#### Recorded information

- - - - - - -

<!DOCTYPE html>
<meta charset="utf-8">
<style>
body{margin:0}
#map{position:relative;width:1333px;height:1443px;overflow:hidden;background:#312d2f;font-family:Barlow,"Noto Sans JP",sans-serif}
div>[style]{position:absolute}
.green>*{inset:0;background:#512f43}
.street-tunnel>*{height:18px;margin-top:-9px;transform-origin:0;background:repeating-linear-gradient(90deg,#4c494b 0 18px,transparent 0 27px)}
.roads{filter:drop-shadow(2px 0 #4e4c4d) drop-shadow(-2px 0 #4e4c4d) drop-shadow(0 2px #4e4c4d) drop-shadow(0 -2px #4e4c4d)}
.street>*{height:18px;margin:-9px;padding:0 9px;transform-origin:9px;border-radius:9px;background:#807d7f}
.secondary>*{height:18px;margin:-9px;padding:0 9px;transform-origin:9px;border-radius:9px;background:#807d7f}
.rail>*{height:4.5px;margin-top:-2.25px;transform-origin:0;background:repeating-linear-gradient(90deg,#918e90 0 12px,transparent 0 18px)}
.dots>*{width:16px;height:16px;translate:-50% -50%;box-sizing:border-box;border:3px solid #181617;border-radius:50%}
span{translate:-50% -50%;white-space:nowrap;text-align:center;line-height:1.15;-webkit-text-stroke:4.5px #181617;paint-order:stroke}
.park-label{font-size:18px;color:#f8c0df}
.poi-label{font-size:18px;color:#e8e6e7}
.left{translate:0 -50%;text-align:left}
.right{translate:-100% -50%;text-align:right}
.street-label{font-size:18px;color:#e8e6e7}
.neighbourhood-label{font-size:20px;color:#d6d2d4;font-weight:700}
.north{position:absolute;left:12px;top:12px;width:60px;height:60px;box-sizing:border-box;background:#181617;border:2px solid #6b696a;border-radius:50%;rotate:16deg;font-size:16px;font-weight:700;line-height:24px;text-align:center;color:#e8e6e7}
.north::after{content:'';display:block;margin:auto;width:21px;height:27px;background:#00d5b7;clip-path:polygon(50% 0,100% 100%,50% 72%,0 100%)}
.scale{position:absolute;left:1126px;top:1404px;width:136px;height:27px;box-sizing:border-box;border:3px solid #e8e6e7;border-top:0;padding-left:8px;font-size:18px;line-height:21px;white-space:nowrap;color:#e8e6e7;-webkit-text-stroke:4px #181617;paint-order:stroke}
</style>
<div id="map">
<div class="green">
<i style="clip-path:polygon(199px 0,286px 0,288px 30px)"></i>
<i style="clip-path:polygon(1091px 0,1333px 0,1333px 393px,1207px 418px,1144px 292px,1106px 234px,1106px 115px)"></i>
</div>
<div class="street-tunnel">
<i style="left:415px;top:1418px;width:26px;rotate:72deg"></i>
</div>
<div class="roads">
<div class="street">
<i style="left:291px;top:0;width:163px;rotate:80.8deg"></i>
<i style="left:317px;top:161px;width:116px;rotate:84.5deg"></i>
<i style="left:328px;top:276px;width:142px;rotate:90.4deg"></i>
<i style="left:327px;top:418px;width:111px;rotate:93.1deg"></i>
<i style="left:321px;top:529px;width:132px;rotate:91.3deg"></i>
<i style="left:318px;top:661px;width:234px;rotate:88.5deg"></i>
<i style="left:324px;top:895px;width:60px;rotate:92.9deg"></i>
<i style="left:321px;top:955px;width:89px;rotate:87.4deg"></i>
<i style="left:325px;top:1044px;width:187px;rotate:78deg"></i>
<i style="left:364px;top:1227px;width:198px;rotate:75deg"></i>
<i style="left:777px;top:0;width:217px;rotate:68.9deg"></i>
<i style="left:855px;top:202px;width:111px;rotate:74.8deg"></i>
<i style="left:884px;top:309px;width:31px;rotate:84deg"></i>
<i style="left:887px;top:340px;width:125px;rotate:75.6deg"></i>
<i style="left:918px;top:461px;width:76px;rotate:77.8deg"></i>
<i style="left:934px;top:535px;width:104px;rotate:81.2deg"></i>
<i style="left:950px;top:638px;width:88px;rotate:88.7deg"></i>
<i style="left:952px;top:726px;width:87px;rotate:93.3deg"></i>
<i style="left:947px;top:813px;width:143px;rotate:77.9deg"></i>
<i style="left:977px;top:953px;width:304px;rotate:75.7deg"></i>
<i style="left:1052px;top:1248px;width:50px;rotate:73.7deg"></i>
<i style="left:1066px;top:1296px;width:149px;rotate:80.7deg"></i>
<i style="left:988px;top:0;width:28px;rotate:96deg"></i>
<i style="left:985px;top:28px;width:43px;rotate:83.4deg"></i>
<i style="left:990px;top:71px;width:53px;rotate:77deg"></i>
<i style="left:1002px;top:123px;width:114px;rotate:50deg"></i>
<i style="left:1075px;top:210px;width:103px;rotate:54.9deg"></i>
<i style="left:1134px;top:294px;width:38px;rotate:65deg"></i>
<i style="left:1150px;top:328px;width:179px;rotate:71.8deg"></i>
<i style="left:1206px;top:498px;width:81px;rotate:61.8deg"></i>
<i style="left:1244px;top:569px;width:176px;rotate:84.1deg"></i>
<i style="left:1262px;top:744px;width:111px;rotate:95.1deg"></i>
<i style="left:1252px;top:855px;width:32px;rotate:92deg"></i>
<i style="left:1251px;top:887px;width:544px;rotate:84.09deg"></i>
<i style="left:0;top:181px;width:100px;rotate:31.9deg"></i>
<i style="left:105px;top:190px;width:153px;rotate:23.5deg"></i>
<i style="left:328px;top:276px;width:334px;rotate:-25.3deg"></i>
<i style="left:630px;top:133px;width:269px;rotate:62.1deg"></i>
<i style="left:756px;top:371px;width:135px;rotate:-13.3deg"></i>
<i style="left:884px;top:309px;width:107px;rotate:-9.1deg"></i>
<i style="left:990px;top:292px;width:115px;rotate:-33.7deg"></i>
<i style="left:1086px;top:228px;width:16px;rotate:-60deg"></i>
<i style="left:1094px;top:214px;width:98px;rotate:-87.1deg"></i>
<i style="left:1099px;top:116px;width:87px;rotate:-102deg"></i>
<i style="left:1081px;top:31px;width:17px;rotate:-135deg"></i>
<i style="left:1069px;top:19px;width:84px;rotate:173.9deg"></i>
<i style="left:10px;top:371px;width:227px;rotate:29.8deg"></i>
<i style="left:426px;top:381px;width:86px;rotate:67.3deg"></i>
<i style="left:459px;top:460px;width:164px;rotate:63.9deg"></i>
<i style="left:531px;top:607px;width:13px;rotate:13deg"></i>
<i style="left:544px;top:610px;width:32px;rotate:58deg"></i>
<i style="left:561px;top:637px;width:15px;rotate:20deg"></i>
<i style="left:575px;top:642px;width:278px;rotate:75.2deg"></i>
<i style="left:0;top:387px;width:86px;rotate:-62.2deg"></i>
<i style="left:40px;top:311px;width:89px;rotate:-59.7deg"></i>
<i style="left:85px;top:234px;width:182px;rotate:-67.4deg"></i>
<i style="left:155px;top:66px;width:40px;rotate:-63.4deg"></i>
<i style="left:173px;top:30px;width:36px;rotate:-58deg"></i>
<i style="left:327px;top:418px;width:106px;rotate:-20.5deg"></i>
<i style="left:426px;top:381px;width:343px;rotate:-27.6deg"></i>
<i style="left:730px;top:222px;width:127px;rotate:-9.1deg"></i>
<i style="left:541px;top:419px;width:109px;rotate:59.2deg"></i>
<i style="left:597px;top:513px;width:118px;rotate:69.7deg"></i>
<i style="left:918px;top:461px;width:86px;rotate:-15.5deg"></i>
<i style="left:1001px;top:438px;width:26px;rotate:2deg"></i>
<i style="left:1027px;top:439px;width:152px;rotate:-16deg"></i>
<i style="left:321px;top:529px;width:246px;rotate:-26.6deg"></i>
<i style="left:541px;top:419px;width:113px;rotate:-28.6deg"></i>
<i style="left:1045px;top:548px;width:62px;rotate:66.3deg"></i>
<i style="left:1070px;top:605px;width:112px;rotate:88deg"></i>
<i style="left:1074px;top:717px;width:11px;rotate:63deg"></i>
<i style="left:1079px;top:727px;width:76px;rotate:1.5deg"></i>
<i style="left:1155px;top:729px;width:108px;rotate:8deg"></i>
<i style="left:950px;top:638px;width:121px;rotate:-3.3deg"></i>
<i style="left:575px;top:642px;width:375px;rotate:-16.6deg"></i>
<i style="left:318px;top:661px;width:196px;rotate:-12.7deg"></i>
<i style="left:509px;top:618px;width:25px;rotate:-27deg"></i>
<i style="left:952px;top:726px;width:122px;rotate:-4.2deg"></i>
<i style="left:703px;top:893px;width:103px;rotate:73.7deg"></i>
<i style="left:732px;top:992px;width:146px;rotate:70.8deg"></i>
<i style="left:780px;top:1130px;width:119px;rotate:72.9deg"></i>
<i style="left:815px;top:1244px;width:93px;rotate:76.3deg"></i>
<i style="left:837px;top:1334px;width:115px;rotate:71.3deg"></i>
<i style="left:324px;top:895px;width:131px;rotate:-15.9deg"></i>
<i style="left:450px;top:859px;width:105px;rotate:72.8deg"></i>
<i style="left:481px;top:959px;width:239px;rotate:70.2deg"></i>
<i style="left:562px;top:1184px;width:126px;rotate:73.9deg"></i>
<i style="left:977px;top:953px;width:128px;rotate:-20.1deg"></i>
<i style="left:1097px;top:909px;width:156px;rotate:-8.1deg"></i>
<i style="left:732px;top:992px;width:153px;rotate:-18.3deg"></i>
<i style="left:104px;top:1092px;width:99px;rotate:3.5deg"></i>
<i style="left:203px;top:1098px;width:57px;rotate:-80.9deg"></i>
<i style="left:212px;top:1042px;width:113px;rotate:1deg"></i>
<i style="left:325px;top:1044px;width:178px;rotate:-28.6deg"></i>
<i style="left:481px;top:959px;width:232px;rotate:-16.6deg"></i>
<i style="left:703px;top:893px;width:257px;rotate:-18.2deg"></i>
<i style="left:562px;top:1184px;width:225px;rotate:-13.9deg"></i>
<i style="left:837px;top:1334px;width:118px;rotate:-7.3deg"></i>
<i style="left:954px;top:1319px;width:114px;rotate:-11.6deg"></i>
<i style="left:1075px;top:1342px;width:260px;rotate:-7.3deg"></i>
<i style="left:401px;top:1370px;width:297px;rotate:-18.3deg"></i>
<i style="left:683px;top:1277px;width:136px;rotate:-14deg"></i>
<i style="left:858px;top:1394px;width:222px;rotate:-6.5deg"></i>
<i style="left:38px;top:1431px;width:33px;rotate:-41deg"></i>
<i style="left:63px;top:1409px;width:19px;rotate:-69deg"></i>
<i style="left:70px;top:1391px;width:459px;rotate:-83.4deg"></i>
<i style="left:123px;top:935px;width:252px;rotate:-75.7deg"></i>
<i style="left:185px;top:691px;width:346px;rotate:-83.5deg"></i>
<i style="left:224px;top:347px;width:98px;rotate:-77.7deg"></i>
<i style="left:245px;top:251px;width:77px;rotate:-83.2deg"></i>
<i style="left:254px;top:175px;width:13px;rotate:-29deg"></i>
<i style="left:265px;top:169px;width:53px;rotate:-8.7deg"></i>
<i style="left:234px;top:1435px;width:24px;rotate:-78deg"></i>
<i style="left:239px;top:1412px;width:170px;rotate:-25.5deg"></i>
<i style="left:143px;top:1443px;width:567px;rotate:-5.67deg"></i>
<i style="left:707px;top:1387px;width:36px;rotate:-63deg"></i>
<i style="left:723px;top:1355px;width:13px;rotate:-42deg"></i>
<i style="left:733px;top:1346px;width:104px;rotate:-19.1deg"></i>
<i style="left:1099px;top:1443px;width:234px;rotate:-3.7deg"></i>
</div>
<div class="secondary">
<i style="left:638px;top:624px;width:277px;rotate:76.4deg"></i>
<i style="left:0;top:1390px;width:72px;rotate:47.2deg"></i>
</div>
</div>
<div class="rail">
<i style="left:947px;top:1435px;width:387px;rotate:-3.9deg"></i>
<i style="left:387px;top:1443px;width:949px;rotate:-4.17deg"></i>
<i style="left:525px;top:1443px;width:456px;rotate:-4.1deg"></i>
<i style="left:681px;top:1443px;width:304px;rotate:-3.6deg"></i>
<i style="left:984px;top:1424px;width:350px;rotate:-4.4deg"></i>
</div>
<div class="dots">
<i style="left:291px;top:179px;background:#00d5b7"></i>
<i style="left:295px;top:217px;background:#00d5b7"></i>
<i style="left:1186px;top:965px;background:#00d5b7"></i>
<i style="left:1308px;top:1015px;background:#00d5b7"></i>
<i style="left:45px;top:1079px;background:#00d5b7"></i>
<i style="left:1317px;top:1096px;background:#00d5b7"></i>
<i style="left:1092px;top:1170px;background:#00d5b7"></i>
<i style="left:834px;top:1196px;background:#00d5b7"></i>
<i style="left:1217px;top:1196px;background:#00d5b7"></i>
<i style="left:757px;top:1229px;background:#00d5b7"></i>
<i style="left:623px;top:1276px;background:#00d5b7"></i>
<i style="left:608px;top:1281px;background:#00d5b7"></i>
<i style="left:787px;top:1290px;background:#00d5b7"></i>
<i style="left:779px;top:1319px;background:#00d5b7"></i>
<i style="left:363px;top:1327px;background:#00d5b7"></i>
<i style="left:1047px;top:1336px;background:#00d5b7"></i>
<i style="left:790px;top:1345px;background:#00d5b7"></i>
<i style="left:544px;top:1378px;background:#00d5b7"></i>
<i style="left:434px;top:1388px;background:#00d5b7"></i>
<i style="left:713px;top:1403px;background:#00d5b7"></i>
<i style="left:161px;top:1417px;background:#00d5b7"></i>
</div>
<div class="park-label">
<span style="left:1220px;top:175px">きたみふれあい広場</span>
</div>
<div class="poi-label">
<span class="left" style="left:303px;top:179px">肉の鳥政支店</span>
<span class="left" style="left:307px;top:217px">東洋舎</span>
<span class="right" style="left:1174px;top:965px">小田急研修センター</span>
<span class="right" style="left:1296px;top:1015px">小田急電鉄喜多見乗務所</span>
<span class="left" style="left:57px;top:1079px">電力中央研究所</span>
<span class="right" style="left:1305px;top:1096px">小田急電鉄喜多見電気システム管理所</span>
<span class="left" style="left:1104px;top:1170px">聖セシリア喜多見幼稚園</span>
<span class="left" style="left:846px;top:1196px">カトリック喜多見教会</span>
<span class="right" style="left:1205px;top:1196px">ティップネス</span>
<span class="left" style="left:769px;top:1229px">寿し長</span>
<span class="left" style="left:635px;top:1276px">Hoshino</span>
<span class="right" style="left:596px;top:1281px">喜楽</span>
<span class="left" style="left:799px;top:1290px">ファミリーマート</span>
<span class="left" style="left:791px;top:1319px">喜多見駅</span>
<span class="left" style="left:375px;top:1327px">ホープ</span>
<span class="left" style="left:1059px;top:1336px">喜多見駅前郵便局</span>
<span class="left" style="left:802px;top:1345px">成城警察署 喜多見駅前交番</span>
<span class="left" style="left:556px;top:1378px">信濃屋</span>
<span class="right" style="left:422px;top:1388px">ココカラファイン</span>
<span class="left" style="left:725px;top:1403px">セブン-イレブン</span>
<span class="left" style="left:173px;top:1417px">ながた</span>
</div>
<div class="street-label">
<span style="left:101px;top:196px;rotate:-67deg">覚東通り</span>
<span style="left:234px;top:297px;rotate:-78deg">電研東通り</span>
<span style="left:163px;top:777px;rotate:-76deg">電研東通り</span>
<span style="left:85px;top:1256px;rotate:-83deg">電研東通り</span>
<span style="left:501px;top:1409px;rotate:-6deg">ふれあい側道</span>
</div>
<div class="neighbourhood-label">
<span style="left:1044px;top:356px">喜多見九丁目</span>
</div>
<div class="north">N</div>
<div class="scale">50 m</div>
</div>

- - - - - - -

Across all the records, find the lines containing the word "street" and reproduce each one.

#### Solution
.street-tunnel>*{height:18px;margin-top:-9px;transform-origin:0;background:repeating-linear-gradient(90deg,#4c494b 0 18px,transparent 0 27px)}
.street>*{height:18px;margin:-9px;padding:0 9px;transform-origin:9px;border-radius:9px;background:#807d7f}
.street-label{font-size:18px;color:#e8e6e7}
<div class="street-tunnel">
<div class="street">
<div class="street-label">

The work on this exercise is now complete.